Il più recente si è verificato il 7 novembre da parte del Ministro per i Rapporti con il Parlamento, Luca Ciriani, che ha posto la questione di fiducia al decreto Caivano in esame nell’Aula della Camera per cui si sono ottenuti 193 voti favorevoli, 121 astenuti e 5 contrari.
Ma il Governo guidato dalla Premier Meloni non è l’unico ad utilizzare spesso lo strumento della “questione di fiducia” e ”dei decreti legge”. Ma cos’è la questione di fiducia e cosa comporta?
L’Articolo 94 della Costituzione prevede che, per poter esercitare le proprie funzioni, il Governo debba godere della fiducia da parte di entrambe le Camere del Parlamento.
La questione di fiducia è uno strumento non previsto espressamente dalla Costituzione ma che risale alla “prassi costituzionale”.
In particolare, la questione di fiducia è disciplinata dall’articolo 116 del Regolamento della Camera dei Deputati e dall’articolo 161 del Regolamento del Senato della Repubblica.
I Governi degli ultimi anni hanno spesso posto la questione di fiducia sulla votazione di specifici testi all’esame del Parlamento, quali la Legge di Bilancio.

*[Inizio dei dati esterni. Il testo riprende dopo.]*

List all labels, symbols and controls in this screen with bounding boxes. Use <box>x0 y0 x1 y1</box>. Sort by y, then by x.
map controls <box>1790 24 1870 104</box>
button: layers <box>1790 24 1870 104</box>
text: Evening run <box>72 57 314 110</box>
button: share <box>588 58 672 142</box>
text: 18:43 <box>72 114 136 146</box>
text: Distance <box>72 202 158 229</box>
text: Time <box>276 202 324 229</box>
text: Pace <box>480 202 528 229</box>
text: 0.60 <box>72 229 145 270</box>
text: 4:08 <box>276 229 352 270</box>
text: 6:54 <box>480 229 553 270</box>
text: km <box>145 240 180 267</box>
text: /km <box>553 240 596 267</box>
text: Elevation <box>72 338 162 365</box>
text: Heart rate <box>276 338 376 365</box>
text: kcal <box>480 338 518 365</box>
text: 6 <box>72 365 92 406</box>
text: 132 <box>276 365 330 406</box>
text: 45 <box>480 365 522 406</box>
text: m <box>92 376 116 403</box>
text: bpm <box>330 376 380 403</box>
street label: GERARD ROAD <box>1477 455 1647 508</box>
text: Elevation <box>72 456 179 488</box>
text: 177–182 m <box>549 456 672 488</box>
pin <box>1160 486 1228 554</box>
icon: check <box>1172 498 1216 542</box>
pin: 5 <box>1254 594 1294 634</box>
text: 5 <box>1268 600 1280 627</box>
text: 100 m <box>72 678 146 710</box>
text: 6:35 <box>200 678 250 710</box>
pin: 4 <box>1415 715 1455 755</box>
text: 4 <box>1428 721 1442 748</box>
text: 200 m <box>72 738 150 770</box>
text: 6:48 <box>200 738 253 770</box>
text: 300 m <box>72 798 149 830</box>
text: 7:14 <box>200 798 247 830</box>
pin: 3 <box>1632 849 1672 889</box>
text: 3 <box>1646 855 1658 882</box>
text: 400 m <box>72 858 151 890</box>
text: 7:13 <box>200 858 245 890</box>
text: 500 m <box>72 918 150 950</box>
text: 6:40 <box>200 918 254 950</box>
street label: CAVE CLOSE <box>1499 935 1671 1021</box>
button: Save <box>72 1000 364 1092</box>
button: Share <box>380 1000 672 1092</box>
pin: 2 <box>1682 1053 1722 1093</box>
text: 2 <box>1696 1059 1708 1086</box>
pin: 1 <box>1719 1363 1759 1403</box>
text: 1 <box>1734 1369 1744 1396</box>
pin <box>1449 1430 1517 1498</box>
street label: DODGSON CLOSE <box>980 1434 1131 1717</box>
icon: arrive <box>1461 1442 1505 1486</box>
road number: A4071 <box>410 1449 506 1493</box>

La questione di fiducia ha come finalità, tra l’altro, quella di ricompattare la maggioranza su un provvedimento che il Governo reputa estremamente importante per la propria azione politica, come ad esempio un decreto legge o un emendamento ad un disegno di legge.
La fiducia può essere posta su votazioni aventi ad oggetto l’approvazione di un articolo, dell’articolo unico del disegno di legge di conversione di un decreto-legge, l’approvazione o reiezione di emendamenti, così pure su un ordine del giorno, una mozione o una risoluzione.
La questione di fiducia non può essere posta su proposte di modifica al Regolamento del funzionamento delle due Camere, né su quanto attenga al loro funzionamento interno.
La fine del rapporto di fiducia tra Governo e Parlamento si verifica, oltre che in caso di dimissioni volontarie da parte del Governo, anche in caso di approvazione da parte di una delle due Camere di una mozione motivata di sfiducia. In questi casi il Presidente del Consiglio rassegna le dimissioni al Presidente della Repubblica che solitamente si riserva di accettarle in un secondo momento e invita il Presidente del Consiglio dimissionario a restare in carica per il “disbrigo degli affari correnti”.
Il “disbrigo degli affari correnti” prevede tra l’altro che il Governo:
- può esaminare i disegni di legge di ratifica dei trattati, i DDL di delegazione europea e della legge europea
- può emanare i decreti legislativi in scadenza, attuativi di deleghe già approvate dal Parlamento
- non può procedere con nomine o designazioni che non siano vincolate nei tempi da leggi o regolamenti, o che comunque non siano procrastinabili fino all’entrata in carica del nuovo Governo.